When writing blogs, people say you should write about what you know. So, since I’ve spent quite a long time working on translation tools and figure I know something about them, I thought I’d do exactly that – I’m starting a series of posts on how to write a translation memory tool. Hope this is of interest to some people out there ?

When we were looking at all the other systems on the market, hoping to “buy, not build”, it was surprising how many of them fell short of our requirements. In particular, the market leaders were at the time focused on the small translation office, all had client-side systems which didn’t scale to the size we were looking for (millions of segments all stored in one large rdbms). So, after a few false starts, we built our own.

The objective here, is to come up with a system that allows you to reuse the translations that you’ve done in the past. Technical manuals and software messages are prime examples of the sorts of document we’re interested in, especially when the a new version of that manual or software message file isn’t drastically different from the previous version.

We can break a TM system down into a few components :

1. a segmenter
2. file-type specific segmentation
3. a database schema
4. a TM search/lookup mechanism
5. Output formats

So, here’s the first thing you need (I’ll cover the rest in separate entries sometime)

1. A segmenter

A segmenter is an algorithm that runs over blocks of text, and chops it into segments which you can then store/search for from your translation memory (database). We use a sentence-level segmenter : that is, where each resulting segment is a sentence, but you could also choose to use paragraphs as your segments. The advantage of choosing sentences over paragraphs is that you can deal with a finer granularity of change. If the original author changes one sentence, ideally you should only have to retranslate one sentence.
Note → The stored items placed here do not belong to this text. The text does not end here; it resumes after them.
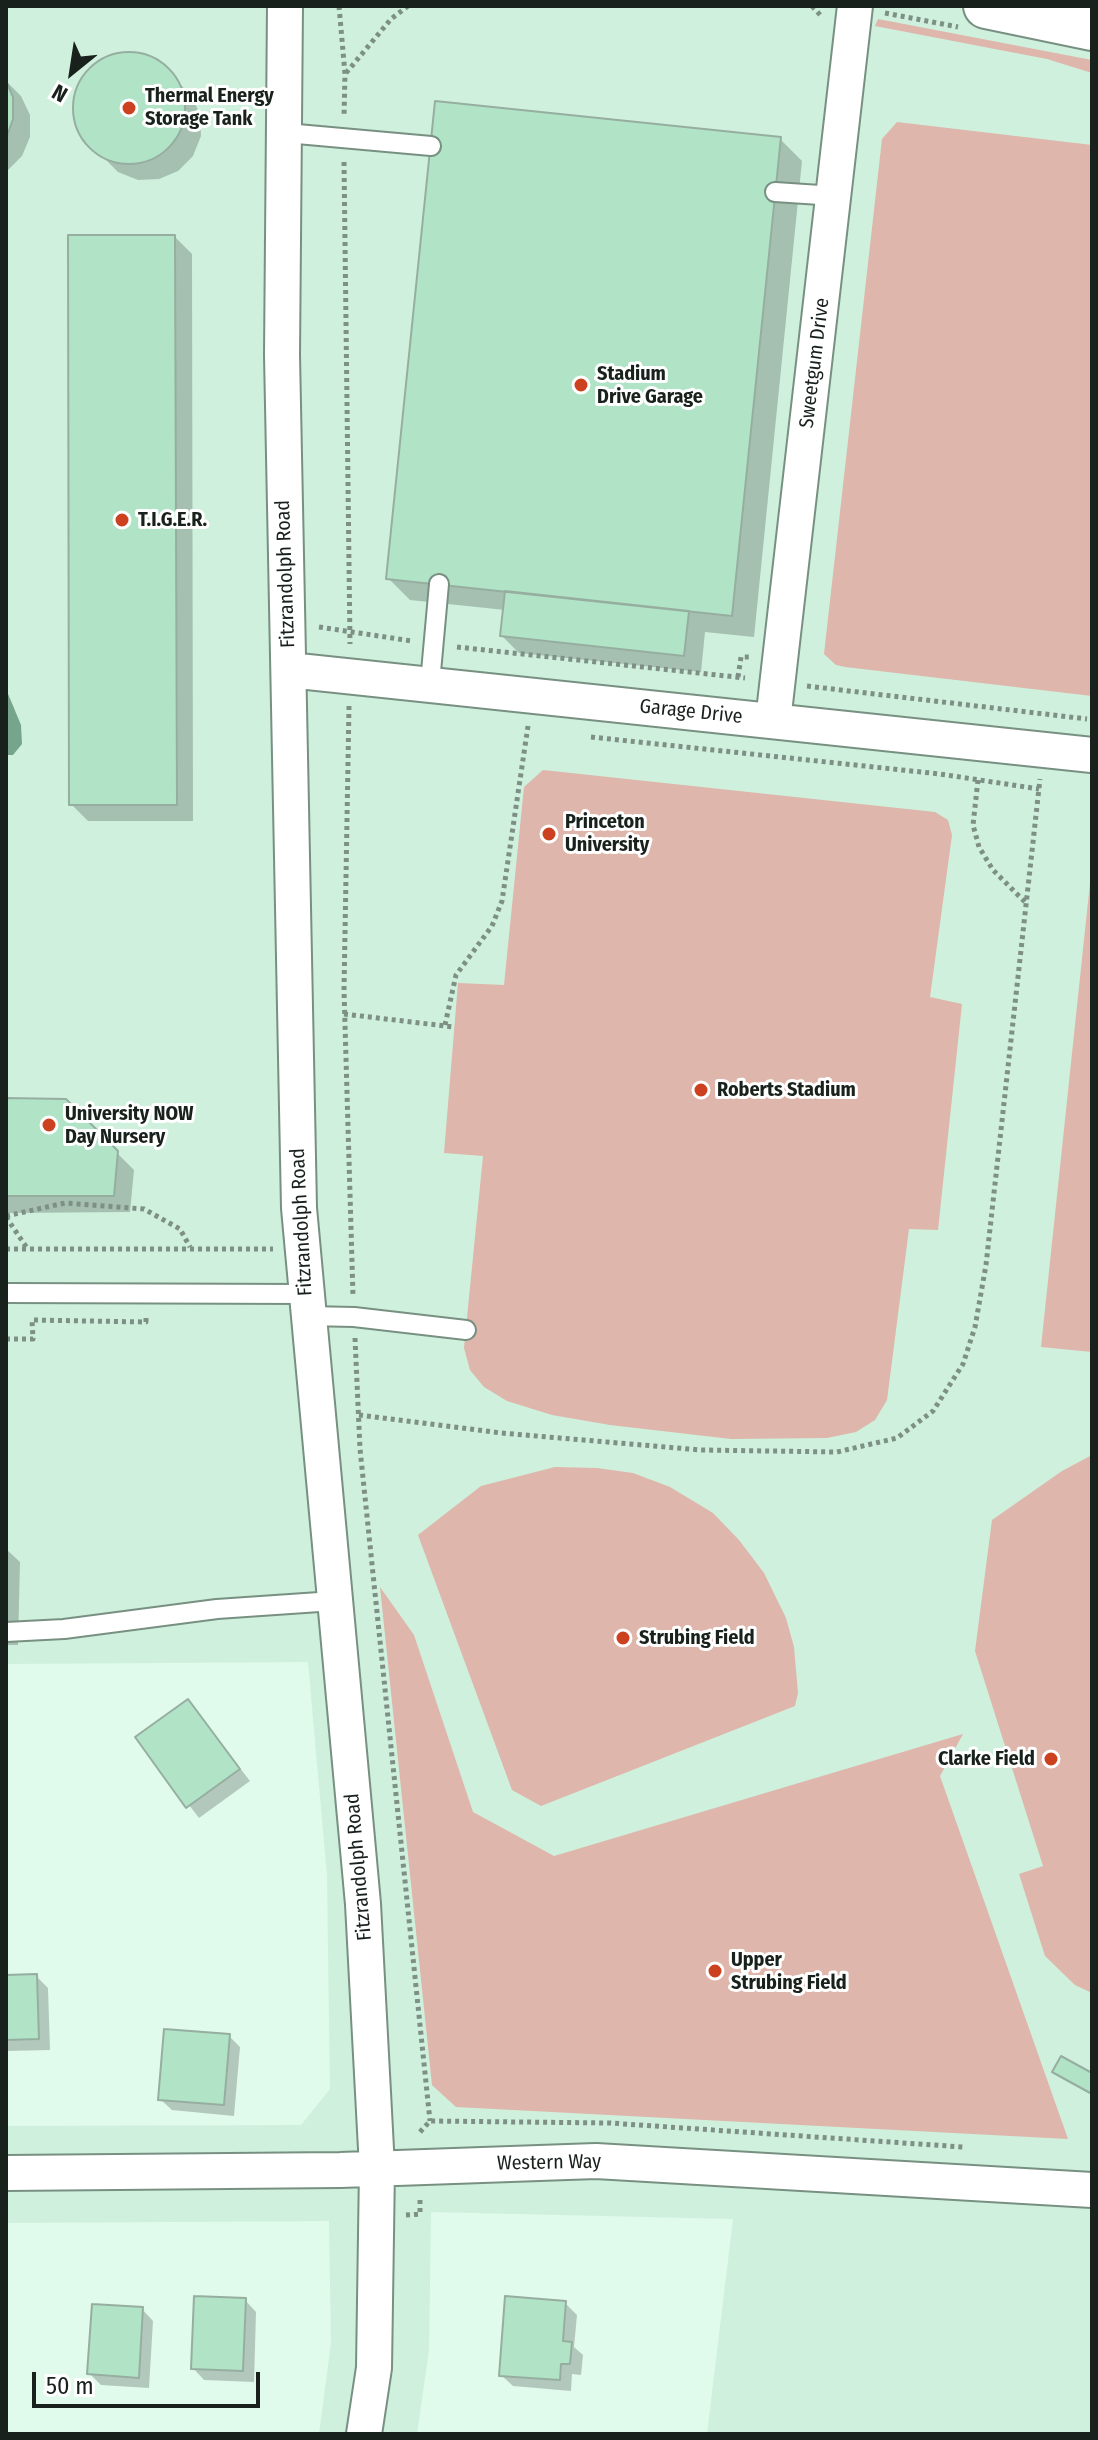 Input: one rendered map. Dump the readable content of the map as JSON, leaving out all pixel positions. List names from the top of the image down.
{
  "streets": {
    "street": [
      "Sweetgum Drive",
      "Fitzrandolph Road",
      "Garage Drive",
      "Western Way"
    ]
  },
  "crossings": [
    ["Sweetgum Drive", "Garage Drive"],
    ["Fitzrandolph Road", "Garage Drive"],
    ["Fitzrandolph Road", "Western Way"]
  ],
  "places": [
    "Thermal Energy Storage Tank",
    "Stadium Drive Garage",
    "T.I.G.E.R.",
    "Princeton University",
    "Roberts Stadium",
    "University NOW Day Nursery",
    "Strubing Field",
    "Clarke Field",
    "Upper Strubing Field"
  ],
  "scale_bar": "50 m",
  "north": "bottom left"
} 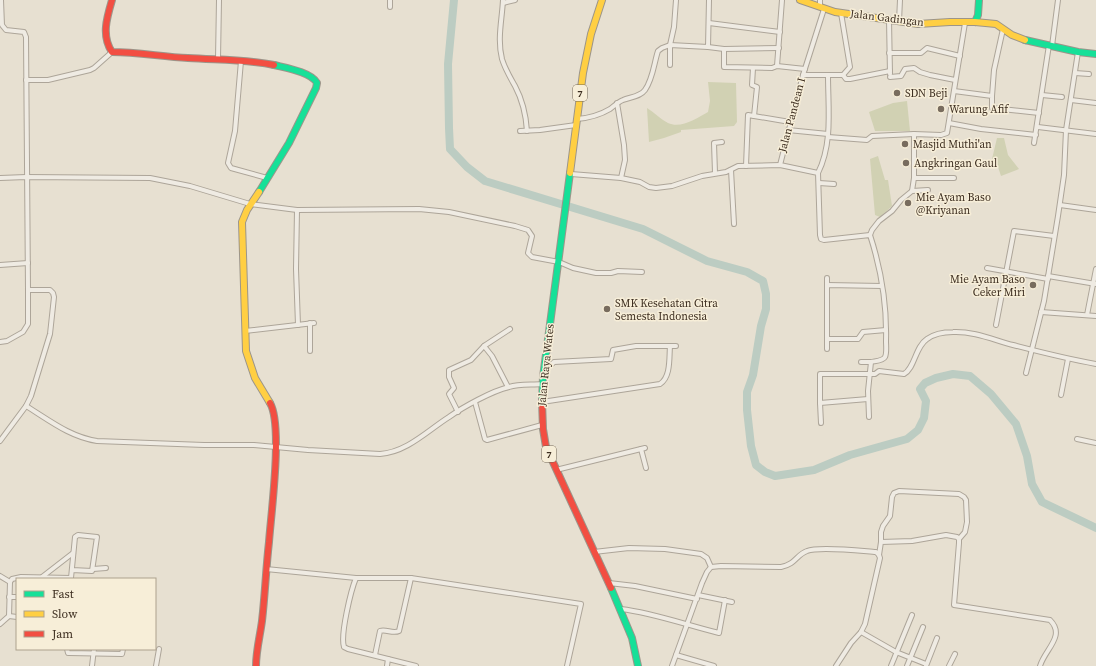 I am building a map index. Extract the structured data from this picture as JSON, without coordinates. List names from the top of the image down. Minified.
{"streets":{"main road":["Jalan Gadingan","7","Jalan Raya Wates"],"street":["Jalan Pandean I"]},"crossings":[["Jalan Gadingan","Jalan Pandean I"],["7","Jalan Raya Wates"]],"places":["SDN Beji","Warung Afif","Masjid Muthi'an","Angkringan Gaul","Mie Ayam Baso @Kriyanan","Mie Ayam Baso Ceker Miri","SMK Kesehatan Citra Semesta Indonesia"],"legend":["Fast","Slow","Jam"]}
Of course, there’s a trade-off – perhaps by retranslating or rephrasing the other sentences in the paragraph that has the changed, you could end up with a better translation. However, it’ll take longer to do, so if time is a constraint, this might not be the best option. I’m not a linguist, so I can’t really argue the finer points of this but our translators seem to be quite happy with the sentence-level segmentation behaviour we use. One other thing to point out, is that the segment-size you choose has an impact in other parts of the system, particularly when choosing your search mechanism.
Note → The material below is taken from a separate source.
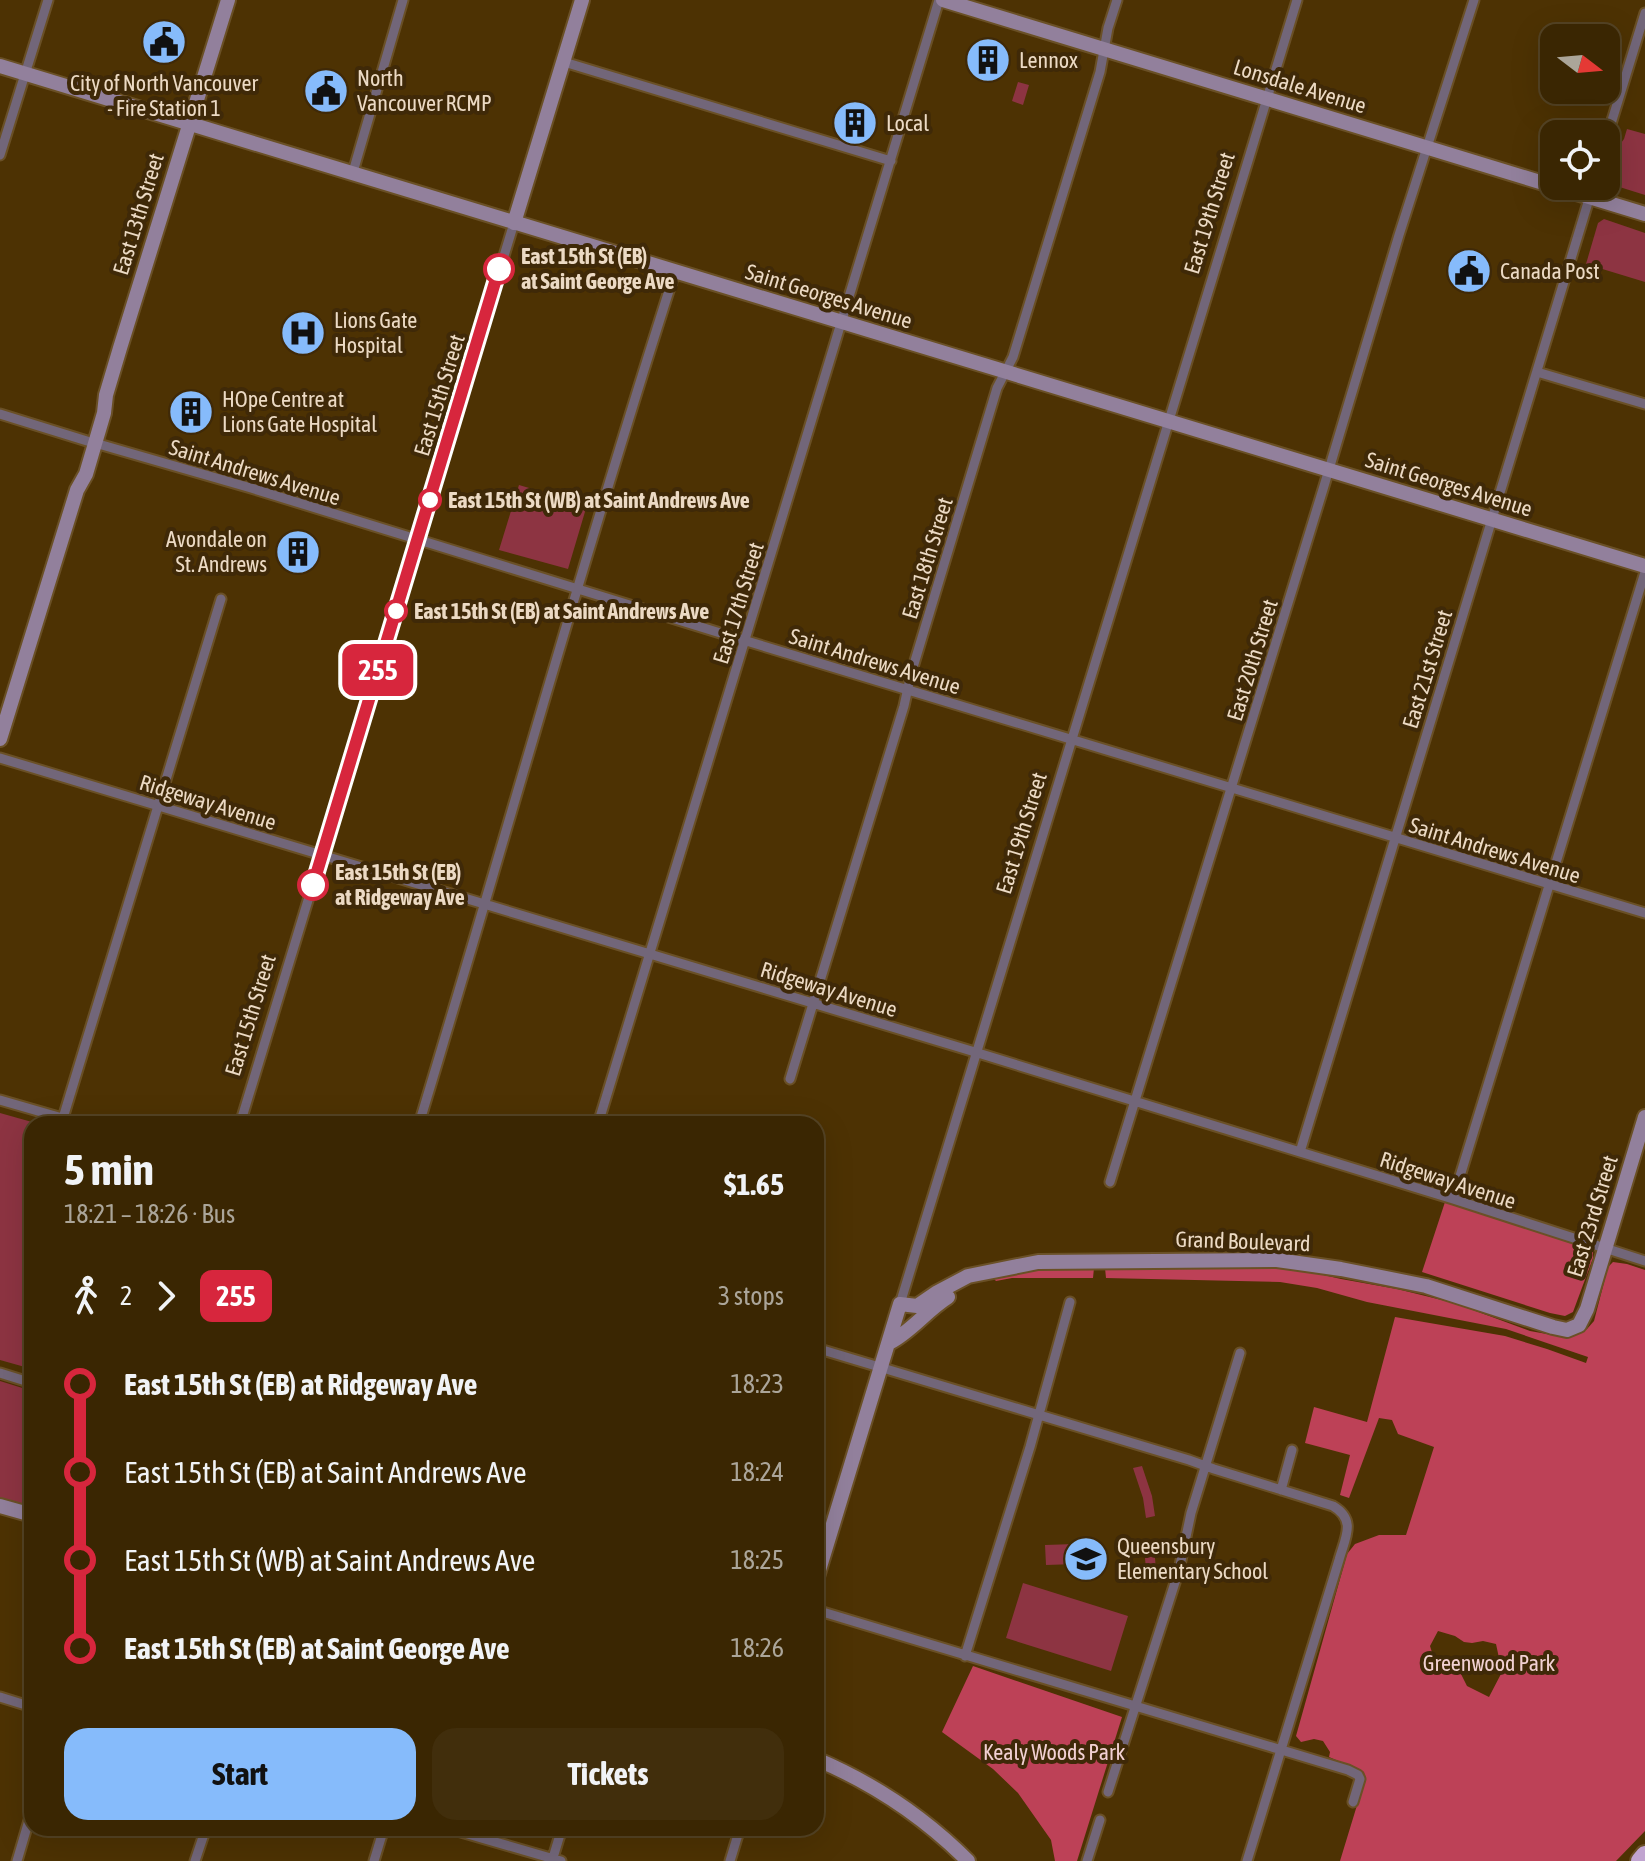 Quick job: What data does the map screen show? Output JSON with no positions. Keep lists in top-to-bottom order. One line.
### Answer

The segmenter should be language specific, and should be able to detect the segment boundaries that come up in your input documents. For example, it should have no trouble segmenting the text :

He can be reached at
john.smith@sun.com. The class was written to be part of the java.util.Collections framework.
He watched "E!" channel.
There is a Jos. A. Banks
clothes store on Newbury St.
He worked at Smith Corp.
"U.S. News reports that he
was a model employee," said
the anchor.
She prefers the title MS. and
don't forget it!
He saw a 600-lb. gorilla.
He flew at 500 m./h. and
really high.
He had a Ph.D. from UCLA.
His name was R. J. Smith,
Esq., and don't forget it.
I bought fish, fruits, etc.
Do you want some?
Use a period ("\.") to
indicate end of sentence.
With $15.7 billion in annual
revenues, Sun can be found in
more than 170 countries and
on the World Wide Web at

From the above, you can see that we have to deal with numeric values, abbreviations, quoted text and all sorts of sentence breaks. It goes without saying that we don’t want to ever loose any of the incoming text. The next thing that you need when writing the segmenter, is a way to have it ignore pieces of text that, perhaps, a previous text-processing component has identified as being special (for example, in the “… java.util.Collections …” section above, you may hve spotted a java class name that would normally trip up the segmenter, so you need to protect it somehow). All text that passes through your TM system, no matter what format it was in originally will pass through this component, so it’s worthwhile spending time on getting it right.

My example above was pretty difficult for most segmenters to deal with, especially the proper names (that elusive clothing store!). At this level of complexity, you’ll probably have to resort to full NLP techniques in order to parse the text and get the sentence boundaries correct, is it worth that much effort ? Not sure, but if I was writing one of these again, I might just look at something like this. However, typically when looking at computer documentation or software messages, you’re not dealing with plaintext directly. Input formats such as Docbook or HTML can give you very strong hints as to how the segmenter should behave, and that’s what I’ll deal with in the next part of this series. [ In particular, this is why the default sentence break java.text.BreakIterator isn’t enough ]